August 15 at 10:01 am  | Mobile Reader | Pring this storyPrint 

We’ve been trying to end the dead zones in the Gulf of Mexico off the Louisiana coast for some 30 years now and we haven’t gotten very far. Nancy Rabalais, executive director of Louisiana Universities Marine Consortium of Cocodrie, and her crew of scientists recently returned from their annual tour of the Gulf to determine the current counts.

The results were disappointing.

This year, the size of the dead zone off Louisiana is about the size of the entire state of Connecticut - 5,052 square miles. That is much more than the national goal of reducing it to a 1,930-square-mile annual average by the year 2015. In other words, the goal will not be close to being met under that time frame.

The major problem lies with farmers in the mid-western part of the country who oversaturate their farms with fertilizer along the Mississippi River and its tributaries and allow it to flow to the river through Louisiana and into the Gulf of Mexico.
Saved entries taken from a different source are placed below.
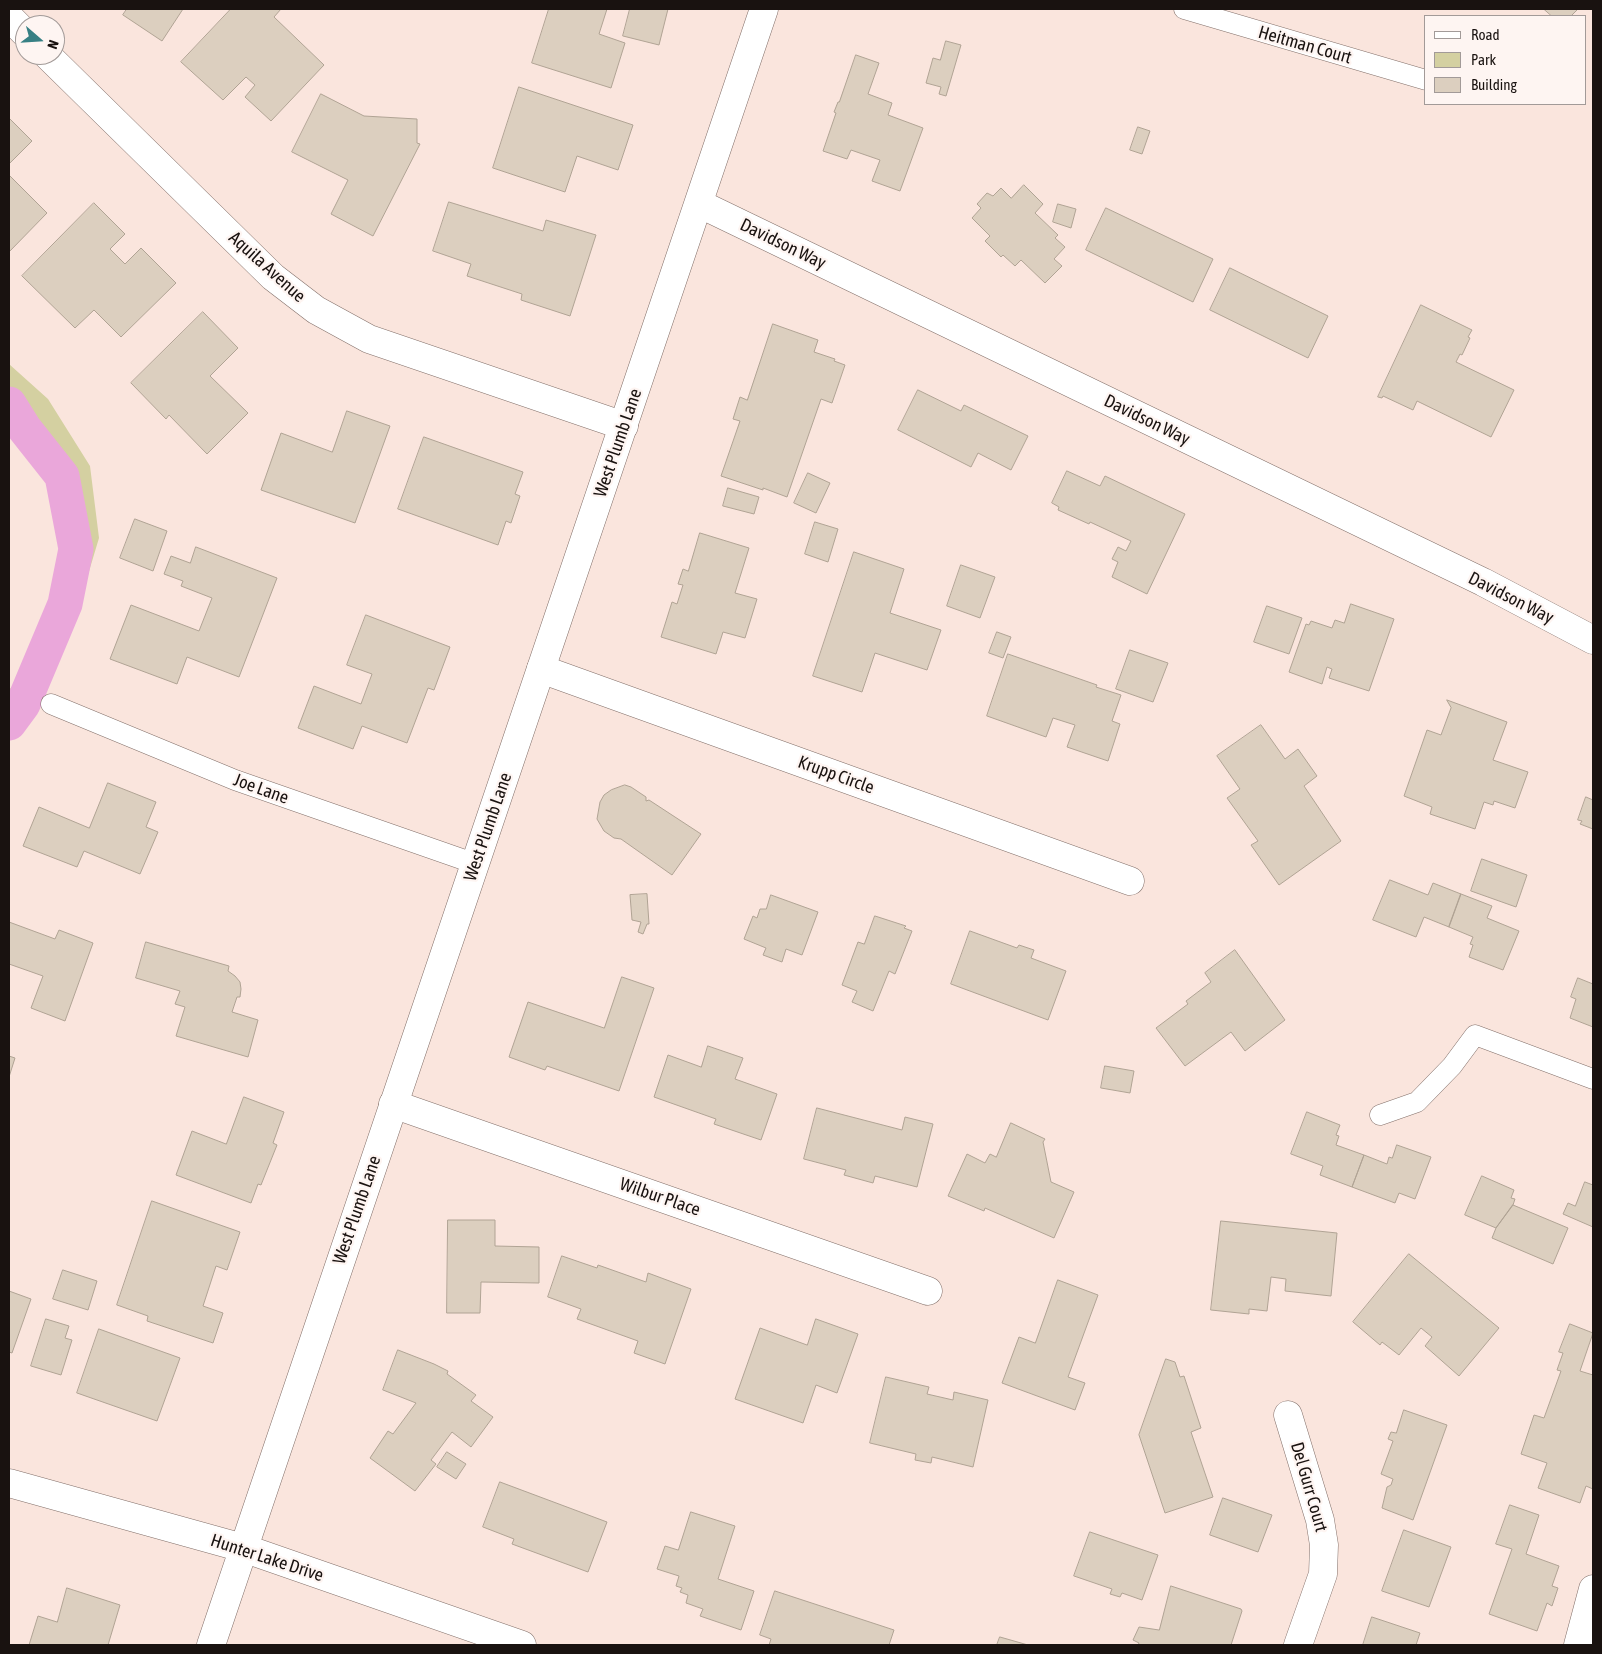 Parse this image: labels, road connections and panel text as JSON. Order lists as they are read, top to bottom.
{
  "streets": {
    "street": [
      "Davidson Way",
      "Aquila Avenue",
      "West Plumb Lane",
      "Krupp Circle",
      "Wilbur Place",
      "Del Gurr Court",
      "Hunter Lake Drive"
    ],
    "lane": ["Heitman Court", "Joe Lane"]
  },
  "crossings": [
    ["Davidson Way", "West Plumb Lane"],
    ["Aquila Avenue", "West Plumb Lane"],
    ["West Plumb Lane", "Krupp Circle"],
    ["West Plumb Lane", "Joe Lane"],
    ["West Plumb Lane", "Wilbur Place"],
    ["West Plumb Lane", "Hunter Lake Drive"]
  ],
  "legend": ["Road", "Park", "Building"],
  "north": "right"
}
When there, it settles to the bottom where it spurs growth of algae, which kills the fisheries when it decomposes.

Without storms to mix the upper oxygen filled waters with the oxygen depleted lower waters, the lower waters cannot support marine life. It is a tragedy for an area of marine life that can be so lively under natural conditions.

The Midwest farmers are mainly to blame for the killing of fisheries along the Gulf Coast. Originally they had obligations to release only the amount of fertilizer on their farms that would not flow into the Mississippi River and attack the Gulf Coast. But they have been very lax in their enforcement of such rules.
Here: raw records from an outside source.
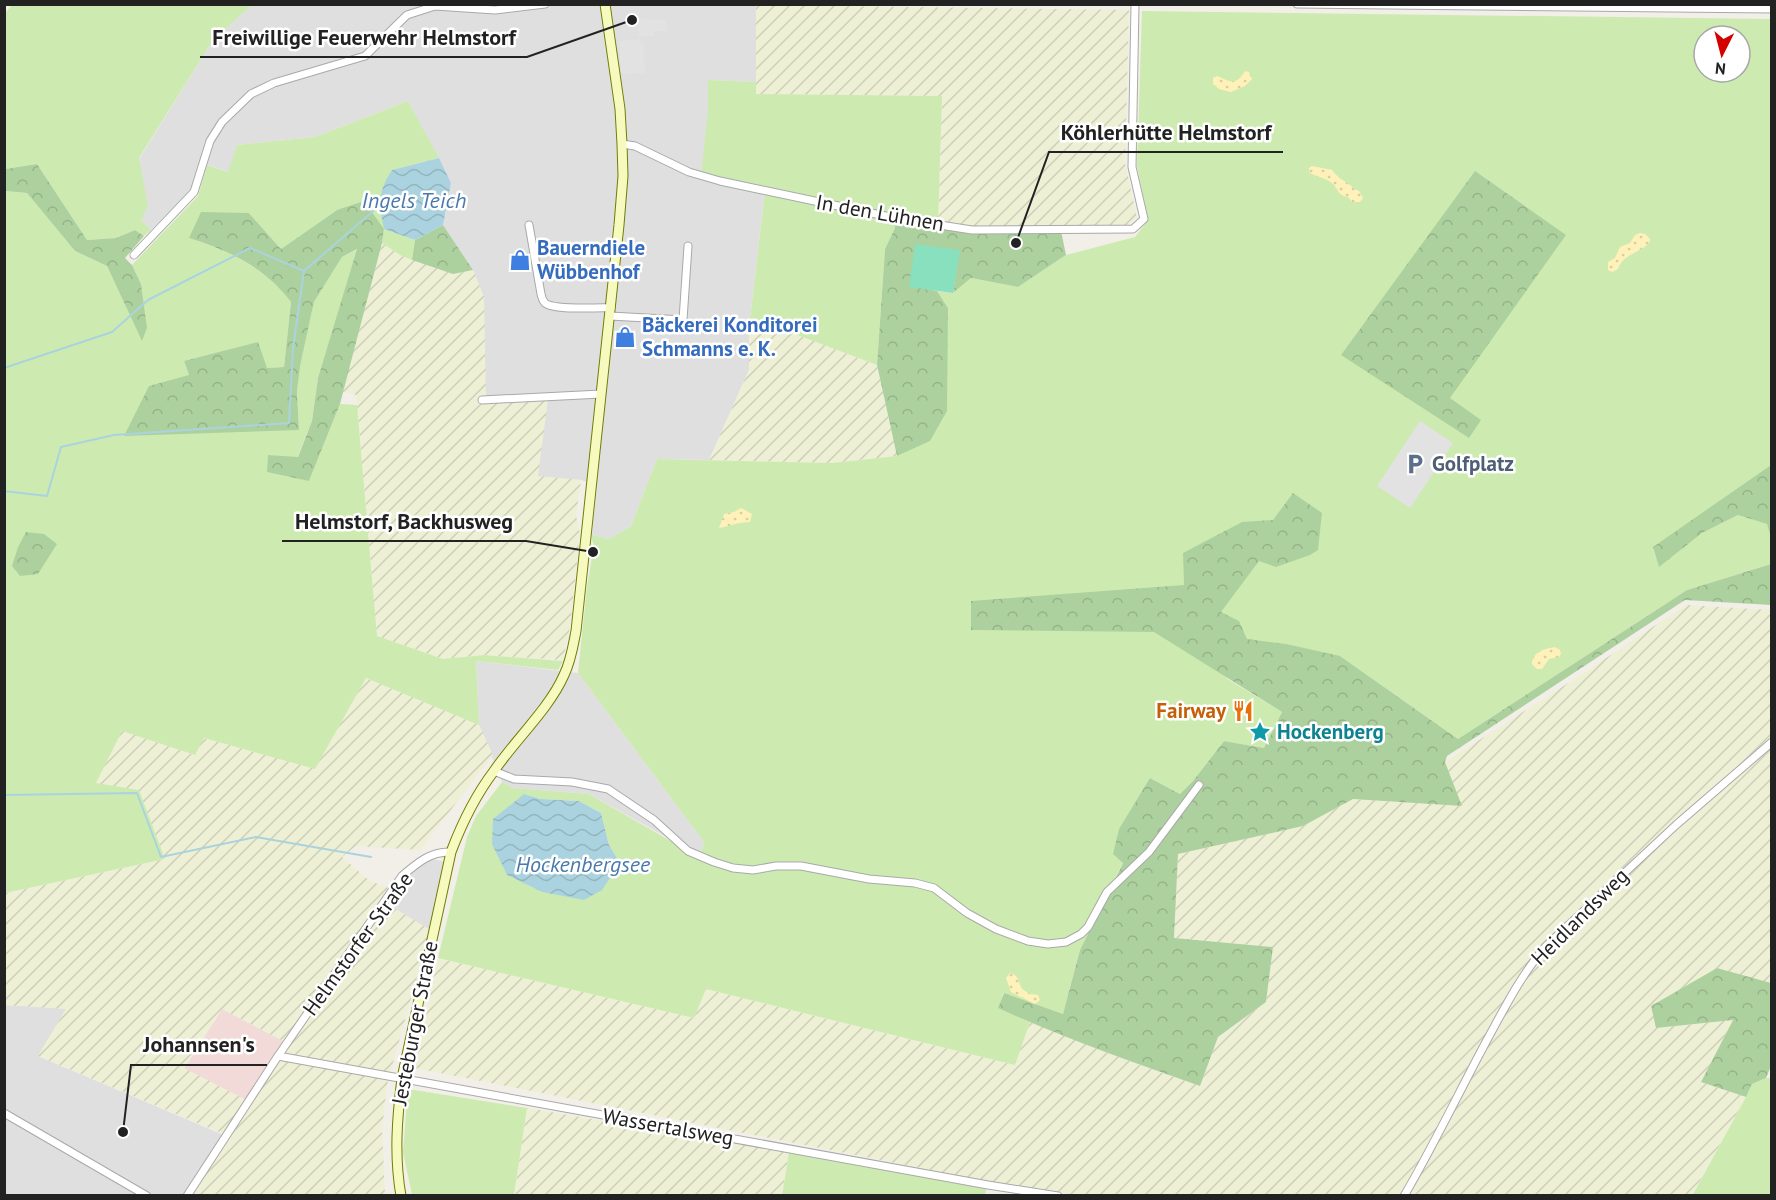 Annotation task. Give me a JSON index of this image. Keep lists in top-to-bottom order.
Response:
{
  "streets": {
    "main road": ["Jesteburger Straße"],
    "street": [
      "In den Lühnen",
      "Heidlandsweg",
      "Helmstorfer Straße",
      "Wassertalsweg"
    ]
  },
  "crossings": [
    ["Helmstorfer Straße", "Jesteburger Straße"],
    ["Helmstorfer Straße", "Wassertalsweg"],
    ["Jesteburger Straße", "Wassertalsweg"]
  ],
  "water": ["Ingels Teich", "Hockenbergsee"],
  "places": {
    "other": [
      "Freiwillige Feuerwehr Helmstorf",
      "Köhlerhütte Helmstorf",
      "Helmstorf, Backhusweg",
      "Johannsen's"
    ],
    "shop": ["Bauerndiele Wübbenhof", "Bäckerei Konditorei Schmanns e. K."],
    "parking": ["Golfplatz"],
    "restaurant": ["Fairway"],
    "place": ["Hockenberg"]
  },
  "north": "bottom"
}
It seems the government should take action and require the farmers to allow the Gulf Coast to have the waters it needs for the habitation of fish. Enforcement of laws in place to provide a healthier environment is required of other industries also.
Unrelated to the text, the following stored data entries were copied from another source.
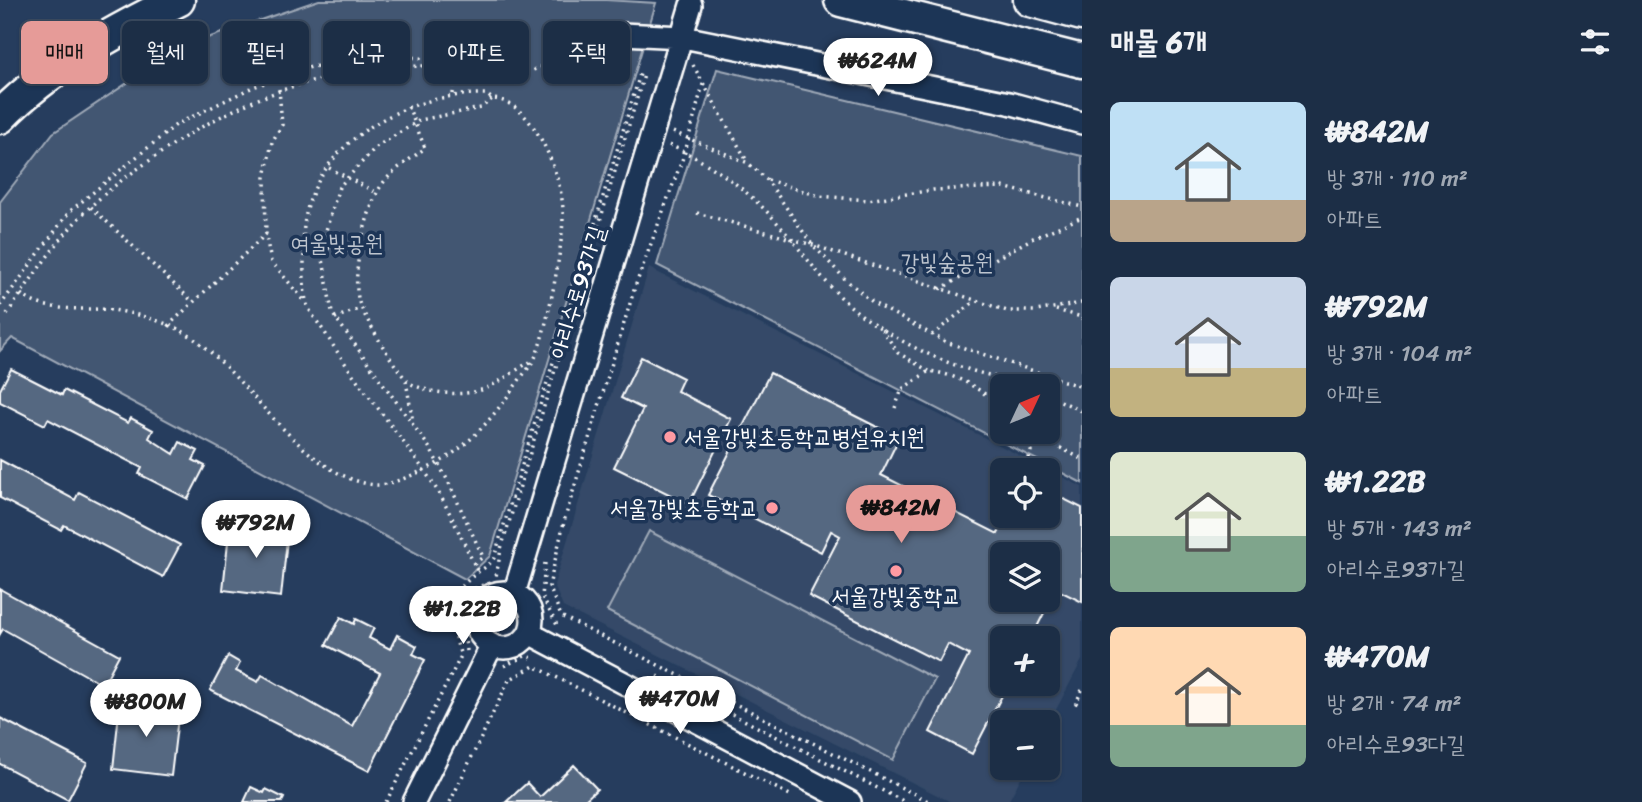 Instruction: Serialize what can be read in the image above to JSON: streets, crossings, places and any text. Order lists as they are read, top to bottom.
{
  "streets": {
    "street": ["아리수로93가길"]
  },
  "parks": ["여울빛공원", "강빛숲공원"],
  "places": ["서울강빛초등학교병설유치원", "서울강빛초등학교", "서울강빛중학교"],
  "north": "top right",
  "page": {
    "heading": "매물 6개",
    "chip": [
      "매매",
      "월세",
      "필터",
      "신규",
      "아파트",
      "주택"
    ],
    "price": [
      "₩624M",
      "₩842M",
      "₩792M",
      "₩1.22B",
      "₩470M",
      "₩800M"
    ],
    "list": [
      {
        "name": "₩842M",
        "note": "방 3개 · 110 m² · 아파트"
      },
      {
        "name": "₩792M",
        "note": "방 3개 · 104 m² · 아파트"
      },
      {
        "name": "₩1.22B",
        "note": "방 5개 · 143 m² · 아리수로93가길"
      },
      {
        "name": "₩470M",
        "note": "방 2개 · 74 m² · 아리수로93다길"
      }
    ],
    "map_buttons": ["+", "−"]
  }
}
Though the dead zone this year was slightly smaller than the 5,840 square miles it was last year, it is still a major detriment to our fisheries off the Louisiana coast. At the present rate, it will continue to be a detriment for many more years. Unless we can get it down to the desired 1,930 square miles needed for a healthy Gulf Coast estuary, Louisiana and our entire fishing industry will suffer.